◆ EXERCISE DETAILS ◆
Your answer should be the full set of entries, given again without alteration.
*** Block opens ***
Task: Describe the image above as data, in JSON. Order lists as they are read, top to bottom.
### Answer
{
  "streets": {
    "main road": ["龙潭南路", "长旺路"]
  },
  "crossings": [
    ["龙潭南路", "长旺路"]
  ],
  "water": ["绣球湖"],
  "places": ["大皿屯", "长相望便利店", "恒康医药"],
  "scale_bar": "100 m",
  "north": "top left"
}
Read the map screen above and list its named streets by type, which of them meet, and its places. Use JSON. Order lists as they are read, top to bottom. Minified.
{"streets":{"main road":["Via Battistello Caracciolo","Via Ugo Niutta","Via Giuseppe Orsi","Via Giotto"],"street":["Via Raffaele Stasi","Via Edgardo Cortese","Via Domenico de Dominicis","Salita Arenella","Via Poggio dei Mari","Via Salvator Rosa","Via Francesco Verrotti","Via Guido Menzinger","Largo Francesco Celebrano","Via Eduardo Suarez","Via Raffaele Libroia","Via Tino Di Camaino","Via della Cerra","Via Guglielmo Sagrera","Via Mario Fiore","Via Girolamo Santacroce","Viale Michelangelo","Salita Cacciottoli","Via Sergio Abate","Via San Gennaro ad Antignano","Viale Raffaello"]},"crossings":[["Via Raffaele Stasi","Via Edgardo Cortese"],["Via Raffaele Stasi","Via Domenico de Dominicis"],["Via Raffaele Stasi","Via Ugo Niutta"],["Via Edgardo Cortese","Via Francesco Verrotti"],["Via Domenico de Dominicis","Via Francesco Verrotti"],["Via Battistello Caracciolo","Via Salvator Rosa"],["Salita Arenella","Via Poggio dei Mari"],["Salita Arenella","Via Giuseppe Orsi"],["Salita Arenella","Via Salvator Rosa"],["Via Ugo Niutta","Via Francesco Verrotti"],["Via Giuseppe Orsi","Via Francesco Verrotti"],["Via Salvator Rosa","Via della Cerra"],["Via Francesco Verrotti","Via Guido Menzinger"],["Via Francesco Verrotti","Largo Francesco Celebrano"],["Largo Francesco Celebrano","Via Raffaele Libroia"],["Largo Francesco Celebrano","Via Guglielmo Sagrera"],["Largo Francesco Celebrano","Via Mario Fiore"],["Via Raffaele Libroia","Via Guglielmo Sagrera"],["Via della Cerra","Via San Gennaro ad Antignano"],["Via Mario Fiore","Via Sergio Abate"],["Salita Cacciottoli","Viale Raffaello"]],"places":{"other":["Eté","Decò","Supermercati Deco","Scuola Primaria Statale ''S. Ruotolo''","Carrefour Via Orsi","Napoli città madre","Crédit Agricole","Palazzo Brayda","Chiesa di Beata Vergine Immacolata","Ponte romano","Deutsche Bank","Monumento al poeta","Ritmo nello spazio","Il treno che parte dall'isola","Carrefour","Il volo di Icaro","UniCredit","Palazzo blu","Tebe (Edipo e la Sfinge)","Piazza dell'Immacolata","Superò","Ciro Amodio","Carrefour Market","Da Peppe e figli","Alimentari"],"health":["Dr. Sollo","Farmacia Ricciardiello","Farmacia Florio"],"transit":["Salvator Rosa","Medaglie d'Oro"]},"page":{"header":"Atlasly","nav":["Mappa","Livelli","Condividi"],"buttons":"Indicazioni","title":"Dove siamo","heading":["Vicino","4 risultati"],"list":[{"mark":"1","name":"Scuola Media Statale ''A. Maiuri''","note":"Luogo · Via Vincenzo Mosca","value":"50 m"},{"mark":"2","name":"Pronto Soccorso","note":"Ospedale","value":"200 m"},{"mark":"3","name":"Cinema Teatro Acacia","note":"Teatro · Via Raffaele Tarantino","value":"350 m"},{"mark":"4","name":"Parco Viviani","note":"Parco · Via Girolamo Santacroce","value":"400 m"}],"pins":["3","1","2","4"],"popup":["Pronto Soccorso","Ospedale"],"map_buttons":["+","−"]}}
*** Block closes ***
◆ WRITTEN RESPONSE ◆
Task: Describe the image above as data, in JSON. Order lists as they are read, top to bottom.
### Answer
{
  "streets": {
    "main road": ["龙潭南路", "长旺路"]
  },
  "crossings": [
    ["龙潭南路", "长旺路"]
  ],
  "water": ["绣球湖"],
  "places": ["大皿屯", "长相望便利店", "恒康医药"],
  "scale_bar": "100 m",
  "north": "top left"
}
Read the map screen above and list its named streets by type, which of them meet, and its places. Use JSON. Order lists as they are read, top to bottom. Minified.
{"streets":{"main road":["Via Battistello Caracciolo","Via Ugo Niutta","Via Giuseppe Orsi","Via Giotto"],"street":["Via Raffaele Stasi","Via Edgardo Cortese","Via Domenico de Dominicis","Salita Arenella","Via Poggio dei Mari","Via Salvator Rosa","Via Francesco Verrotti","Via Guido Menzinger","Largo Francesco Celebrano","Via Eduardo Suarez","Via Raffaele Libroia","Via Tino Di Camaino","Via della Cerra","Via Guglielmo Sagrera","Via Mario Fiore","Via Girolamo Santacroce","Viale Michelangelo","Salita Cacciottoli","Via Sergio Abate","Via San Gennaro ad Antignano","Viale Raffaello"]},"crossings":[["Via Raffaele Stasi","Via Edgardo Cortese"],["Via Raffaele Stasi","Via Domenico de Dominicis"],["Via Raffaele Stasi","Via Ugo Niutta"],["Via Edgardo Cortese","Via Francesco Verrotti"],["Via Domenico de Dominicis","Via Francesco Verrotti"],["Via Battistello Caracciolo","Via Salvator Rosa"],["Salita Arenella","Via Poggio dei Mari"],["Salita Arenella","Via Giuseppe Orsi"],["Salita Arenella","Via Salvator Rosa"],["Via Ugo Niutta","Via Francesco Verrotti"],["Via Giuseppe Orsi","Via Francesco Verrotti"],["Via Salvator Rosa","Via della Cerra"],["Via Francesco Verrotti","Via Guido Menzinger"],["Via Francesco Verrotti","Largo Francesco Celebrano"],["Largo Francesco Celebrano","Via Raffaele Libroia"],["Largo Francesco Celebrano","Via Guglielmo Sagrera"],["Largo Francesco Celebrano","Via Mario Fiore"],["Via Raffaele Libroia","Via Guglielmo Sagrera"],["Via della Cerra","Via San Gennaro ad Antignano"],["Via Mario Fiore","Via Sergio Abate"],["Salita Cacciottoli","Viale Raffaello"]],"places":{"other":["Eté","Decò","Supermercati Deco","Scuola Primaria Statale ''S. Ruotolo''","Carrefour Via Orsi","Napoli città madre","Crédit Agricole","Palazzo Brayda","Chiesa di Beata Vergine Immacolata","Ponte romano","Deutsche Bank","Monumento al poeta","Ritmo nello spazio","Il treno che parte dall'isola","Carrefour","Il volo di Icaro","UniCredit","Palazzo blu","Tebe (Edipo e la Sfinge)","Piazza dell'Immacolata","Superò","Ciro Amodio","Carrefour Market","Da Peppe e figli","Alimentari"],"health":["Dr. Sollo","Farmacia Ricciardiello","Farmacia Florio"],"transit":["Salvator Rosa","Medaglie d'Oro"]},"page":{"header":"Atlasly","nav":["Mappa","Livelli","Condividi"],"buttons":"Indicazioni","title":"Dove siamo","heading":["Vicino","4 risultati"],"list":[{"mark":"1","name":"Scuola Media Statale ''A. Maiuri''","note":"Luogo · Via Vincenzo Mosca","value":"50 m"},{"mark":"2","name":"Pronto Soccorso","note":"Ospedale","value":"200 m"},{"mark":"3","name":"Cinema Teatro Acacia","note":"Teatro · Via Raffaele Tarantino","value":"350 m"},{"mark":"4","name":"Parco Viviani","note":"Parco · Via Girolamo Santacroce","value":"400 m"}],"pins":["3","1","2","4"],"popup":["Pronto Soccorso","Ospedale"],"map_buttons":["+","−"]}}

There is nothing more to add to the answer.